Cisco Systems Inc. (Nasdaq: CSCO) appears to feel that sometimes the best thing you can do is invest in yourself. This week its board has authorized the company to buy another $7 billion of its own common stock, with no expiration date. As of July 26, 2003, the company had repurchased and retired 548 million shares of Cisco common stock for an aggregate purchase price of $7.8 billion.
Since Cisco started its share repurchase program in 2001, the company's board has approved up to $13 billion to be used in stock buybacks. Here's a quick recap of the activity so far:
September 2001: Cisco board approved the repurchase of up to $3 billion of Cisco common stock.
August 2002: Cisco's board extended the buyback program by an additional $5 billion.
March 2003: Cisco's board again increased the buyback program by another $5 billion, with no termination date.
September 2003: Cisco board ups the ante a third time; it approves another $7 billion in additional repurchases of the company's common stock with no termination date.

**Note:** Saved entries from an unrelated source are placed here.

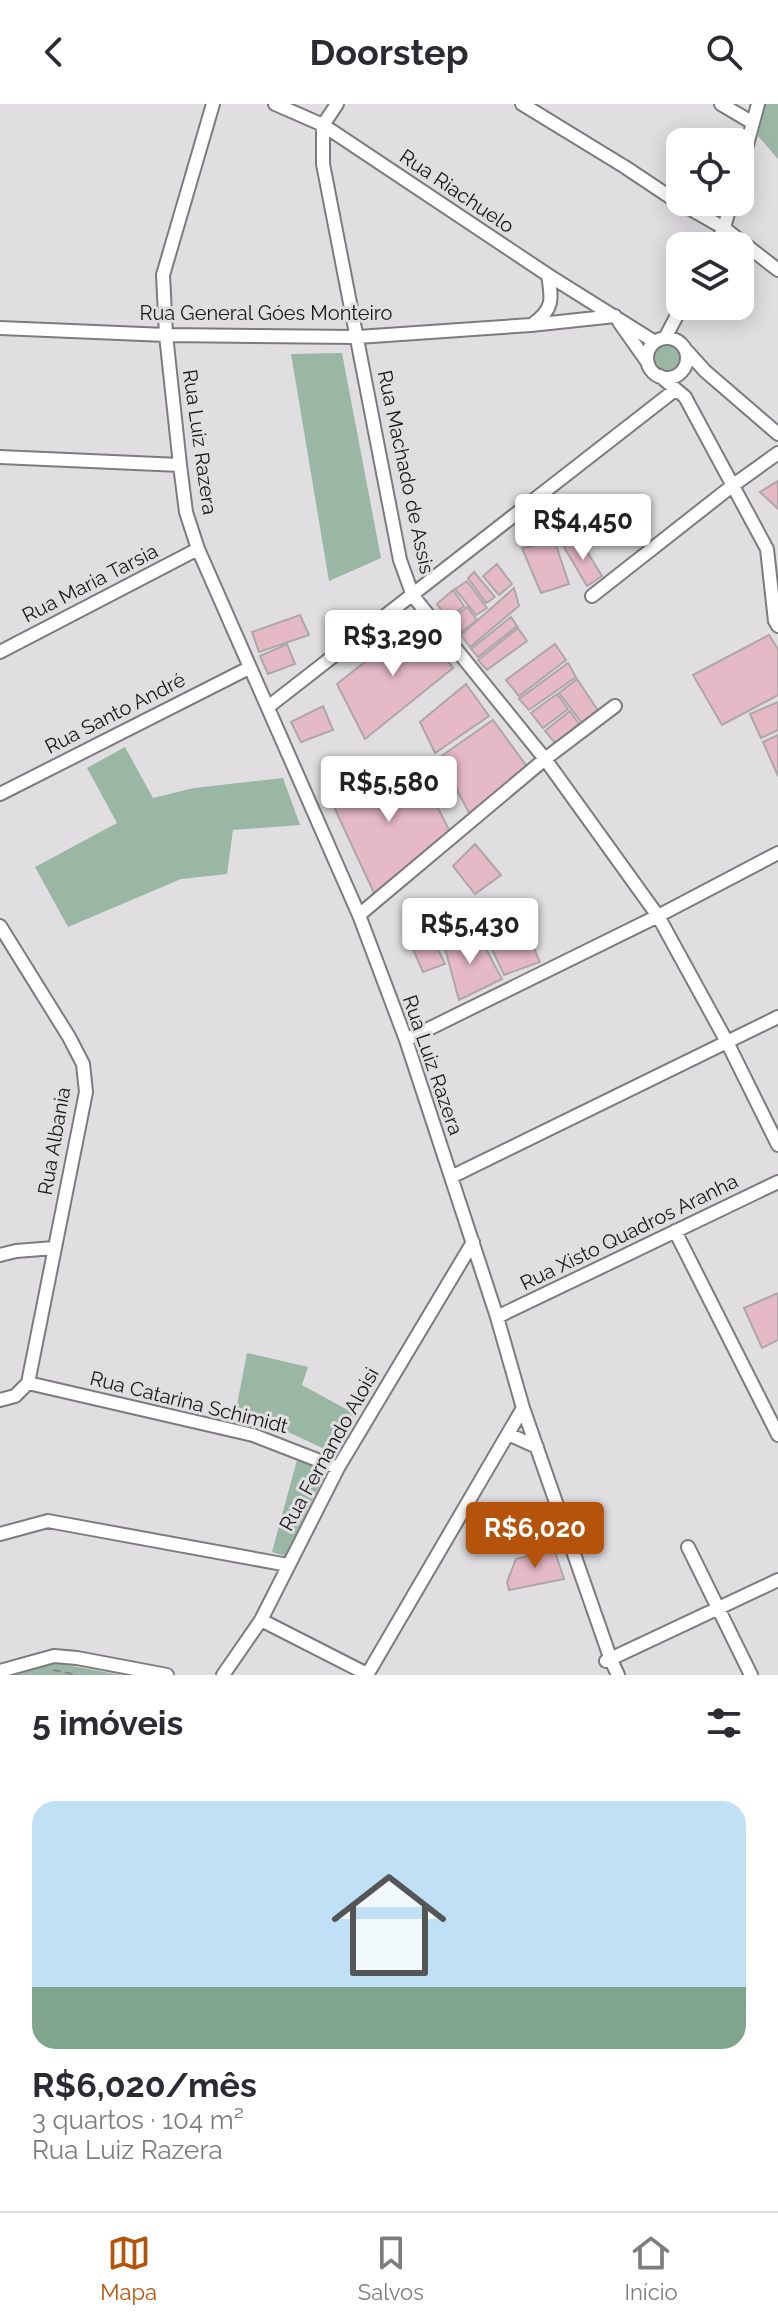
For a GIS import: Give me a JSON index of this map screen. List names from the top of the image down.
{
  "streets": {
    "street": [
      "Rua Riachuelo",
      "Rua General Góes Monteiro",
      "Rua Luiz Razera",
      "Rua Machado de Assis",
      "Rua Maria Tarsia",
      "Rua Santo André",
      "Rua Albania",
      "Rua Xisto Quadros Aranha",
      "Rua Catarina Schimidt",
      "Rua Fernando Aloisi"
    ]
  },
  "crossings": [
    ["Rua Riachuelo", "Rua General Góes Monteiro"],
    ["Rua Riachuelo", "Rua Machado de Assis"],
    ["Rua General Góes Monteiro", "Rua Luiz Razera"],
    ["Rua General Góes Monteiro", "Rua Machado de Assis"],
    ["Rua Luiz Razera", "Rua Maria Tarsia"],
    ["Rua Luiz Razera", "Rua Santo André"],
    ["Rua Luiz Razera", "Rua Xisto Quadros Aranha"],
    ["Rua Luiz Razera", "Rua Fernando Aloisi"],
    ["Rua Albania", "Rua Catarina Schimidt"],
    ["Rua Catarina Schimidt", "Rua Fernando Aloisi"]
  ],
  "page": {
    "header": "Doorstep",
    "price": [
      "R$4,450",
      "R$3,290",
      "R$5,580",
      "R$5,430",
      "R$6,020"
    ],
    "heading": "5 imóveis",
    "list": [
      {
        "name": "R$6,020/mês",
        "note": "3 quartos · 104 m² · Rua Luiz Razera"
      }
    ],
    "tabs": ["Mapa", "Salvos", "Início"]
  }
}
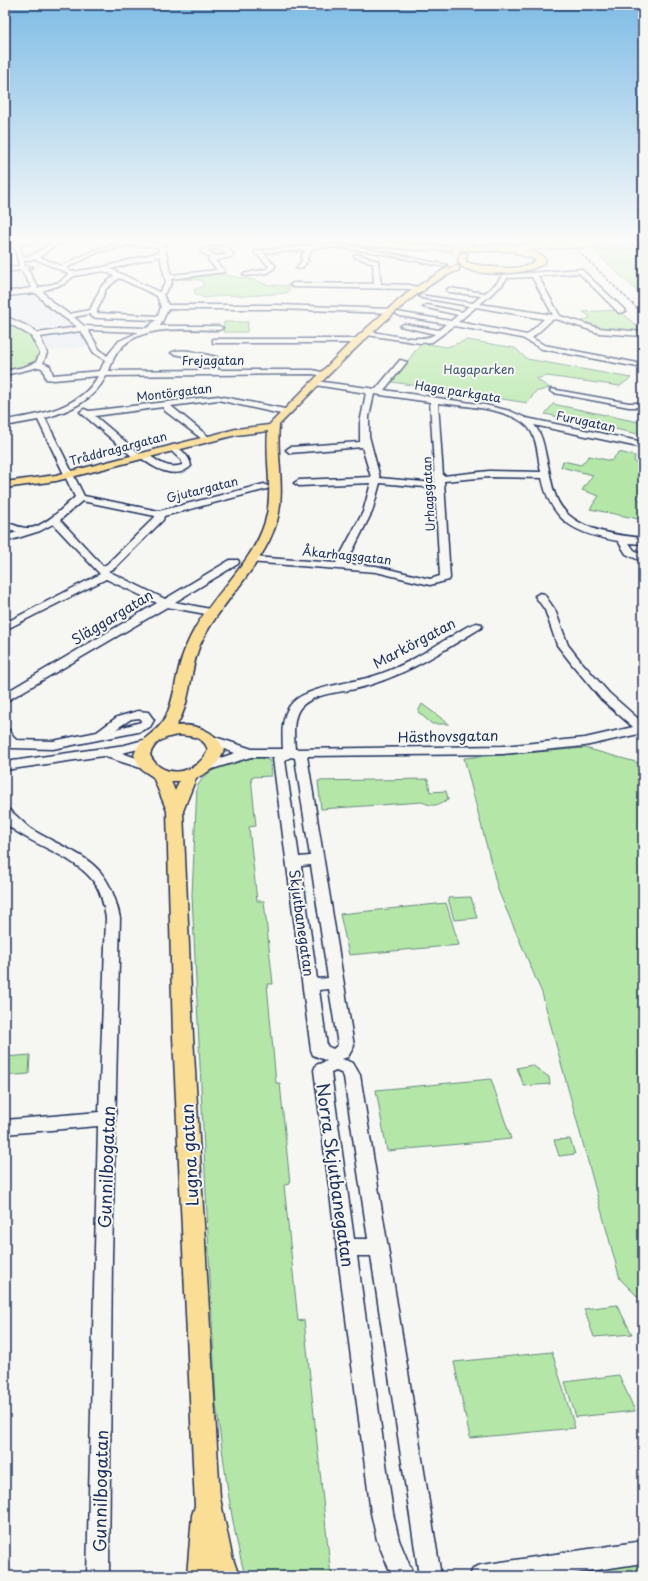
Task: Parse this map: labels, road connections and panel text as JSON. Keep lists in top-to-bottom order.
{
  "streets": {
    "main road": ["Tråddragargatan", "Lugna gatan"],
    "street": [
      "Frejagatan",
      "Haga parkgata",
      "Montörgatan",
      "Furugatan",
      "Gjutargatan",
      "Urhagsgatan",
      "Åkarhagsgatan",
      "Släggargatan",
      "Markörgatan",
      "Hästhovsgatan",
      "Skjutbanegatan",
      "Gunnilbogatan",
      "Norra Skjutbanegatan"
    ]
  },
  "crossings": [
    ["Haga parkgata", "Furugatan"],
    ["Haga parkgata", "Urhagsgatan"],
    ["Urhagsgatan", "Åkarhagsgatan"],
    ["Markörgatan", "Hästhovsgatan"],
    ["Markörgatan", "Skjutbanegatan"],
    ["Hästhovsgatan", "Skjutbanegatan"],
    ["Hästhovsgatan", "Lugna gatan"]
  ],
  "parks": ["Hagaparken"]
}
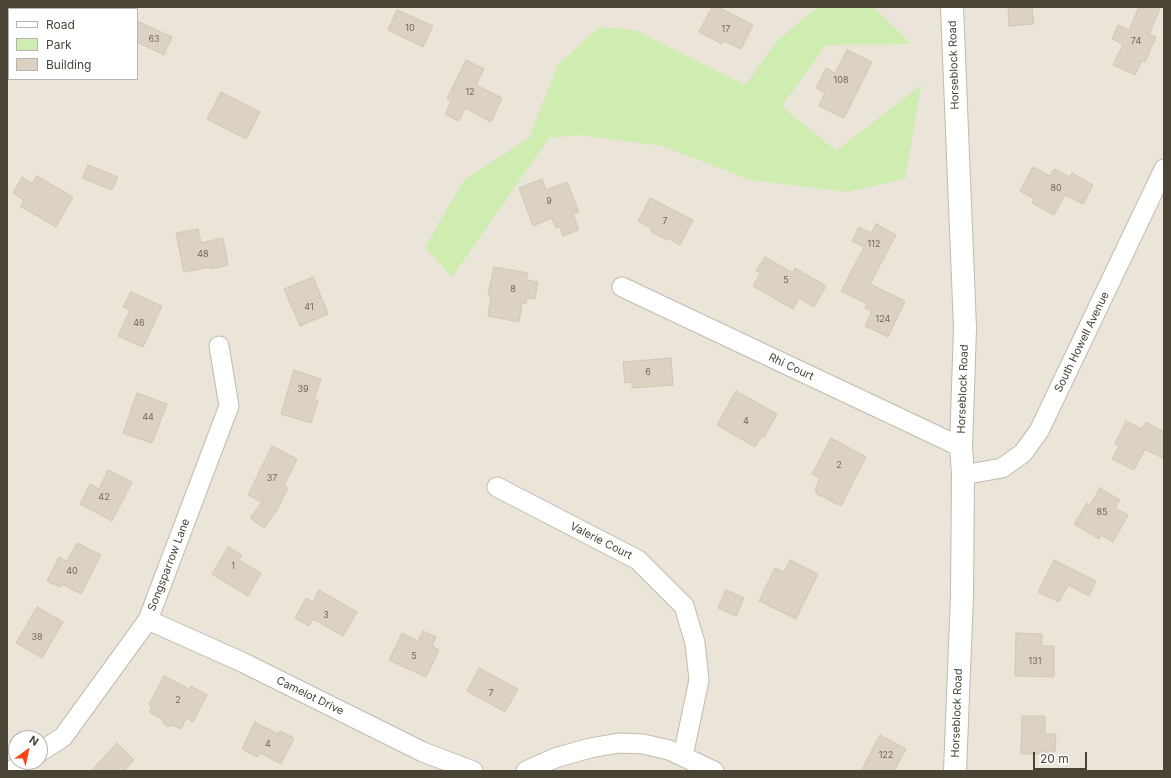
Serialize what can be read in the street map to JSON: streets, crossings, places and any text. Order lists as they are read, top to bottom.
{
  "streets": {
    "street": [
      "Horseblock Road",
      "South Howell Avenue",
      "Rhi Court",
      "Valerie Court",
      "Songsparrow Lane",
      "Camelot Drive"
    ]
  },
  "crossings": [
    ["Horseblock Road", "South Howell Avenue"],
    ["Horseblock Road", "Rhi Court"],
    ["Songsparrow Lane", "Camelot Drive"]
  ],
  "house_numbers": [
    "10",
    "17",
    "63",
    "74",
    "108",
    "12",
    "80",
    "9",
    "7",
    "112",
    "48",
    "5",
    "8",
    "41",
    "124",
    "46",
    "6",
    "39",
    "44",
    "4",
    "2",
    "37",
    "42",
    "85",
    "1",
    "40",
    "3",
    "38",
    "5",
    "131",
    "7",
    "2",
    "4",
    "122"
  ],
  "legend": ["Road", "Park", "Building"],
  "scale_bar": "20 m",
  "north": "top right"
}
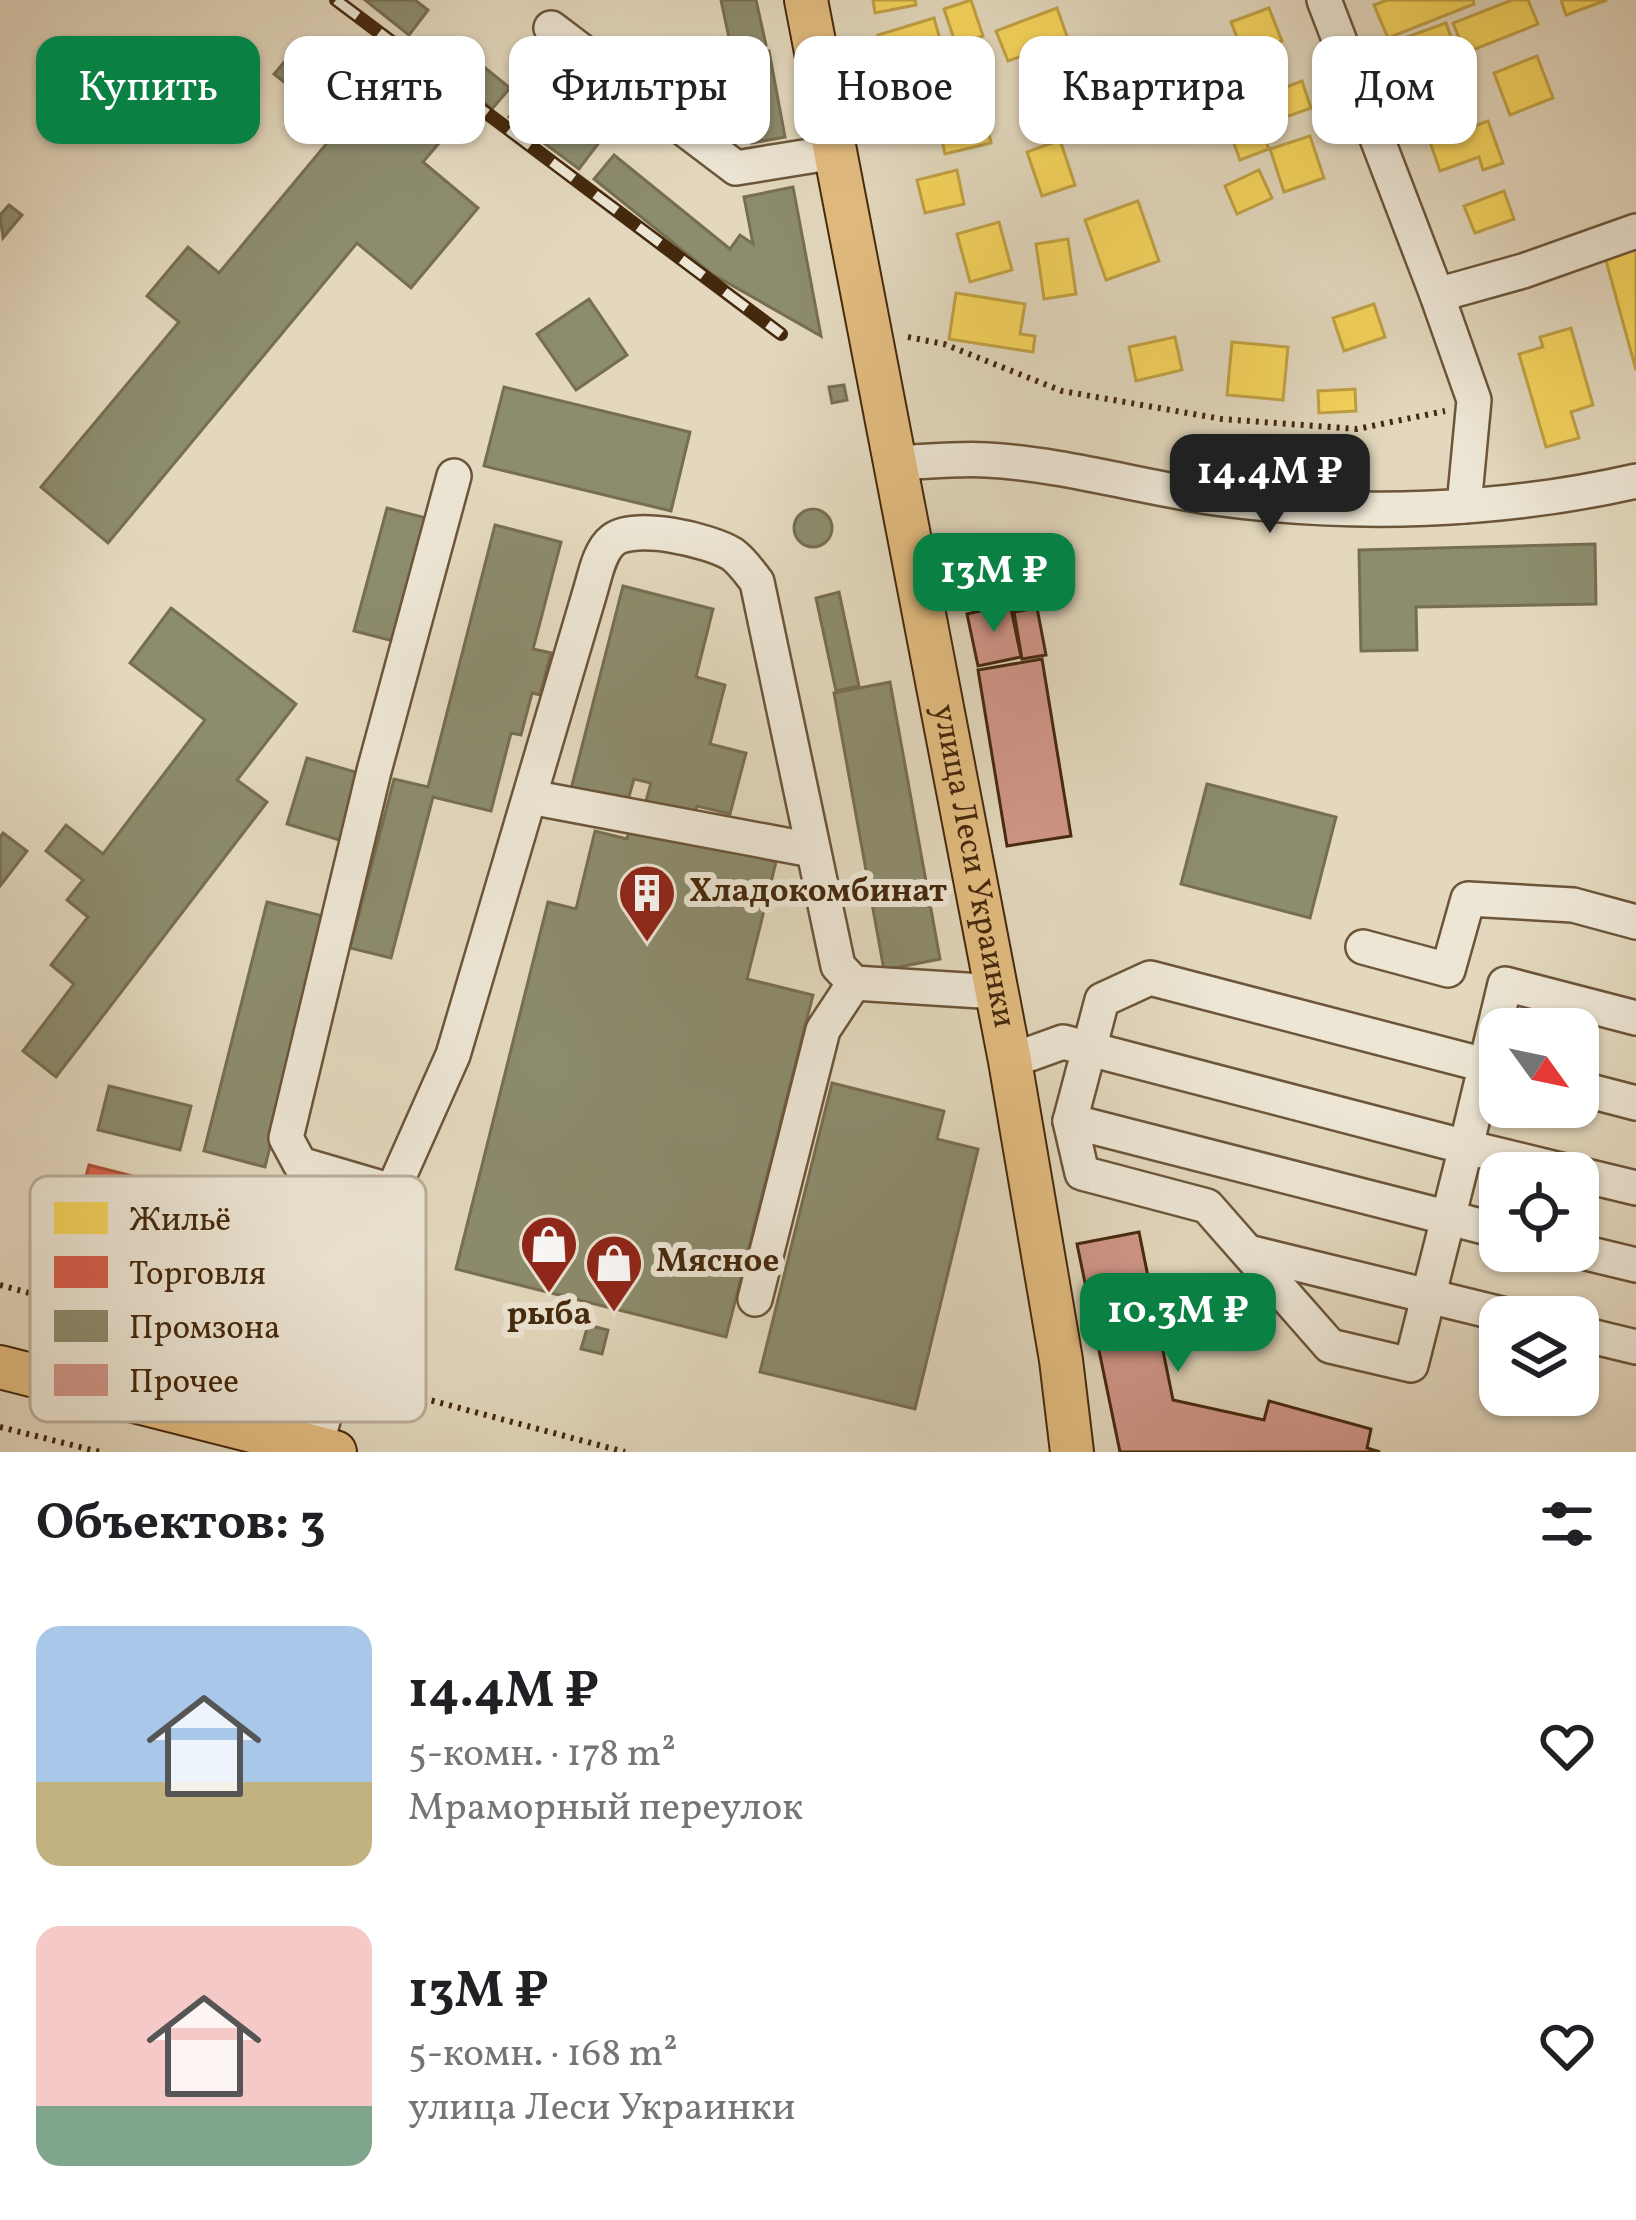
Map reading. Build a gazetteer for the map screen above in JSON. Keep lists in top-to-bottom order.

Why is Cisco doing what it's doing? There are several possible reasons. Here's the lowdown on stock buybacks:
Buybacks can be an efficient way to distribute cash and help maintain the value of equity for the investors. Unlike cash dividends that are distributed to investors, buybacks are taxed at a lower rate.
In Cisco's case, last November its shareholders defeated a proposal requesting the declaration of a quarterly dividend. Cisco says it didn't receive a shareholder proposal requesting dividends this year.
Buybacks are good publicity. Just because Cisco is allowed to buyback some $13 billion worth of its own shares, it is not obligated to do so. However, Cisco's buyback history shows that the company generally views its buyback program as more than just a marketing maneuver.
Buybacks can boost the value of a stock by increasing demand. When investors sense that a company believes in its own fundamentals enough to buy shares -- and when the company sits on the sidelines with billions of dollars on hand ready to buy the stock -- it may encourage new investment.
By reducing dilution, stock buybacks can sometimes make the company's earnings per share increase.
"A stock repurchase program provides the company with a flexible use of cash, which is important in a changing business environment," says a Cisco spokesperson. "By repurchasing stock, Cisco is able to return value to its shareholders. At current price levels and interest rates, the stock repurchase is not only accretive to earnings, it also helps to decrease shares outstanding and minimize the impact of dilution from acquisitions and stock options."
There are some who contend that Cisco's stock buybacks aren't enough to offset dilution of stock through the issuance of employee options. The total number of Cisco shares outstanding has dropped in the past three years, but it is still 54 percent higher than it was 10 years ago, according to Morningstar.com.
Some other tech companies have taken a different approach to distributing cash and managing employee options. For example, Microsoft Corp. (Nasdaq: MSFT) has decided to halt the issuance of employee stock options; it will expense any options it's already given out and is paying a dividend. Cisco keeps its earnings well above what they would be otherwise by not expensing options (see Cisco's Chambers Gets More Options).
What, then, is Cisco going to do with its cash? "Our ongoing plans to use our cash include among other things: continued repurchase of shares, strategic minority investments to gain access to new technologies, and potential acquisitions," a Cisco spokesperson says.
Cisco certainly picked an interesting day to announce a stock buyback. Today, as the Nasdaq Composite Index fell more than 3 percent, Cisco shares fell $0.83 (3.92%) to $20.32.